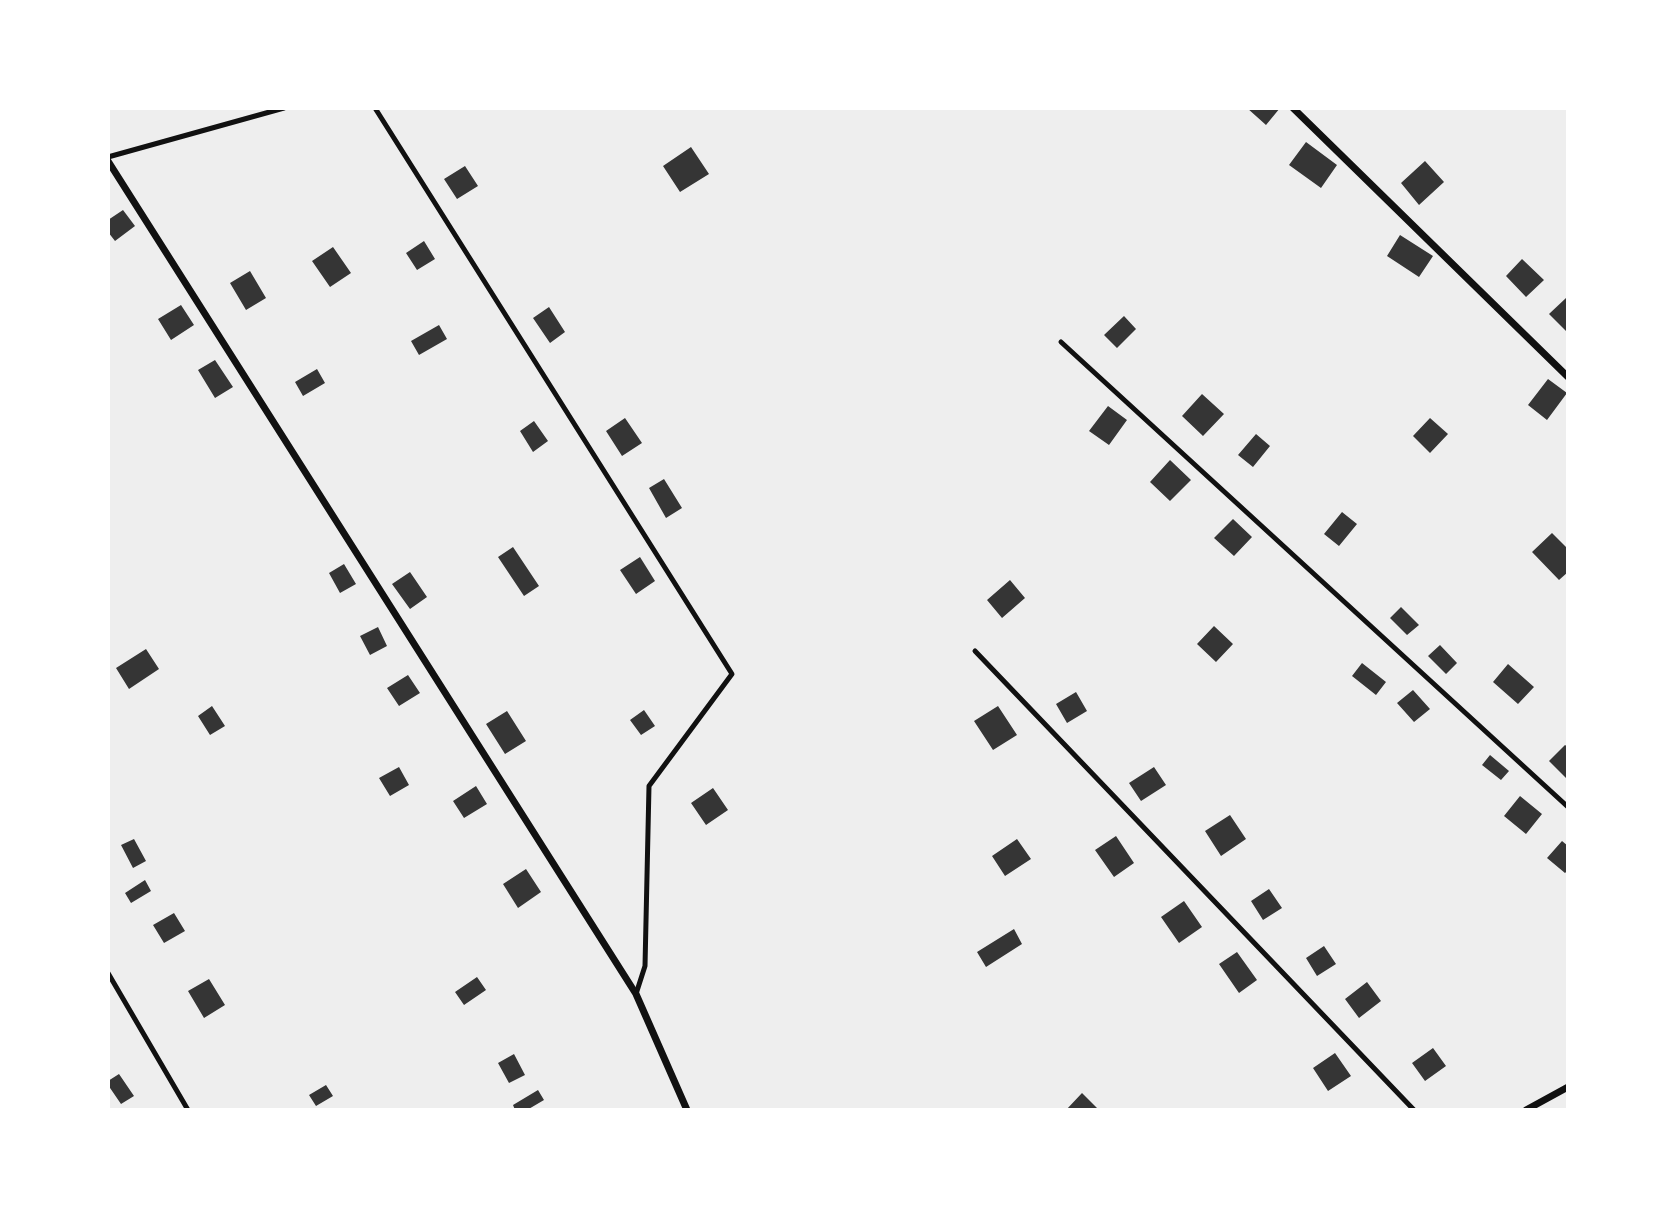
<!DOCTYPE html>
<html>
<head>
<meta charset="utf-8">
<style>
	body { margin:0 }
	#map { position:relative; width:1676px; height:1218px; overflow:hidden; background:#fff; font-family:"Playfair Display",serif }
	canvas { display:block }
	.frame { position:absolute; inset:0; border:110px solid #fff; pointer-events:none }
</style>
</head>
<body>
<div id="map">
<canvas width="1676" height="1218"></canvas>
<div class="frame"></div>
</div>
<script>
const ctx = document.querySelector('canvas').getContext('2d');
ctx.lineJoin = 'round';
function fillPath(path, color) {
  ctx.fillStyle = color;
  ctx.fill(path, 'evenodd');
}
function strokePath(path, color, width, dash) {
  ctx.strokeStyle = color;
  ctx.lineWidth = width;
  ctx.lineCap = dash ? 'butt' : 'round';
  ctx.setLineDash(dash || []);
  ctx.stroke(path);
}
const green = new Path2D(`
	M108,109H1567V1109H109Z`);
const building = new Path2D(`
	M1247,108H1280L1266,125Z
	M1306,142L1337,165L1321,188L1289,165Z
	M691,147L709,174L680,192L663,166Z
	M1425,161L1444,182L1419,205L1401,183Z
	M465,166L478,186L457,199L444,179Z
	M123,210L135,226L115,241L108,232V220Z
	M1400,235L1433,256L1419,277L1387,256Z
	M424,241L435,259L417,270L406,253Z
	M333,247L351,273L330,287L312,261Z
	M1522,259L1544,280L1526,297L1506,276Z
	M250,271L266,298L246,310L230,283Z
	M1566,298L1568,299V333L1549,314Z
	M181,305L194,325L171,340L158,319Z
	M549,307L565,332L550,343L533,318Z
	M1124,316L1136,329L1117,348L1104,335Z
	M439,325L447,339L419,355L411,341Z
	M215,360L233,387L215,398L198,370Z
	M317,369L325,383L303,396L295,382Z
	M1548,379L1567,393L1547,420L1528,405Z
	M1202,394L1224,414L1203,436L1182,416Z
	M1108,406L1127,420L1109,445L1089,431Z
	M625,418L642,443L622,456L606,431Z
	M1430,418L1448,434L1430,453L1413,436Z
	M534,421L548,441L533,452L520,431Z
	M1256,434L1270,446L1253,467L1238,455Z
	M1170,460L1191,480L1170,501L1150,482Z
	M664,479L682,508L666,518L649,488Z
	M1342,512L1357,524L1339,546L1324,534Z
	M1233,519L1252,537L1234,556L1214,538Z
	M1552,533L1568,549V572L1559,580L1532,552Z
	M513,547L539,586L524,596L498,557Z
	M640,557L655,581L636,594L620,570Z
	M344,564L356,584L340,593L329,573Z
	M410,572L427,597L410,609L392,584Z
	M1010,580L1025,598L1002,618L987,600Z
	M1401,607L1419,625L1407,635L1390,618Z
	M1214,626L1233,644L1216,662L1197,644Z
	M378,627L387,646L370,655L360,636Z
	M1440,645L1457,663L1446,674L1428,656Z
	M146,649L159,669L129,689L116,668Z
	M1362,663L1386,682L1376,695L1352,676Z
	M1508,664L1534,687L1518,704L1493,682Z
	M408,675L420,693L399,706L387,688Z
	M1413,690L1430,709L1414,722L1397,703Z
	M1076,692L1087,711L1067,723L1056,704Z
	M212,706L225,726L210,735L198,716Z
	M998,706L1017,735L993,750L974,721Z
	M644,710L655,726L641,735L630,720Z
	M507,711L526,741L505,754L486,724Z
	M1565,745L1568,747V780L1549,761Z
	M1490,755L1509,771L1501,780L1482,765Z
	M399,767L409,785L390,796L379,778Z
	M1154,767L1166,785L1141,801L1129,783Z
	M476,786L487,804L464,818L453,801Z
	M713,788L728,810L706,825L691,803Z
	M1520,796L1542,814L1526,834L1504,816Z
	M1230,815L1246,839L1221,856L1205,831Z
	M1116,836L1134,863L1114,877L1095,850Z
	M134,839L146,861L133,868L121,845Z
	M1017,839L1031,859L1005,876L992,856Z
	M1562,841L1568,846V870L1565,873L1547,858Z
	M526,869L541,892L518,908L503,884Z
	M145,880L151,891L131,903L125,893Z
	M1269,889L1282,908L1263,920L1251,901Z
	M1184,901L1202,927L1179,943L1161,917Z
	M174,913L185,931L164,943L153,925Z
	M1014,929L1022,944L986,967L977,952Z
	M1324,946L1336,964L1317,976L1306,958Z
	M1237,952L1257,980L1239,993L1219,964Z
	M477,977L486,990L464,1005L455,992Z
	M209,979L225,1005L204,1018L188,991Z
	M1367,982L1381,1001L1359,1018L1345,999Z
	M1433,1048L1446,1066L1425,1081L1412,1063Z
	M1335,1053L1351,1076L1328,1091L1313,1068Z
	M514,1054L525,1075L509,1083L498,1063Z
	M119,1074L134,1096L121,1104L108,1085V1081Z
	M326,1085L333,1096L316,1106L309,1095Z
	M538,1090L544,1100L527,1110H515L513,1105Z
	M1082,1093L1099,1110H1066Z`);
const service = new Path2D(`
	M375,108L732,674L649,786L645,966L636,994
	M108,157L284,108
	M1061,342L1568,807
	M975,651L1414,1110
	M108,973L188,1110`);
const minor = new Path2D(`
	M1293,108L1568,377
	M108,161L636,994L687,1110
	M1526,1110L1568,1087`);
fillPath(green, '#eee');
fillPath(building, '#353535');
strokePath(service, '#111', 5);
strokePath(minor, '#111', 7);
</script>
</body>
</html>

What this task involves
In the listing above, find the line holding "M1247,108H1280L1266,125Z" and the line holding "M333,247L351,273L330,287L312,261Z", then output those two lines and every line between them exactly.

Response
	M1247,108H1280L1266,125Z
	M1306,142L1337,165L1321,188L1289,165Z
	M691,147L709,174L680,192L663,166Z
	M1425,161L1444,182L1419,205L1401,183Z
	M465,166L478,186L457,199L444,179Z
	M123,210L135,226L115,241L108,232V220Z
	M1400,235L1433,256L1419,277L1387,256Z
	M424,241L435,259L417,270L406,253Z
	M333,247L351,273L330,287L312,261Z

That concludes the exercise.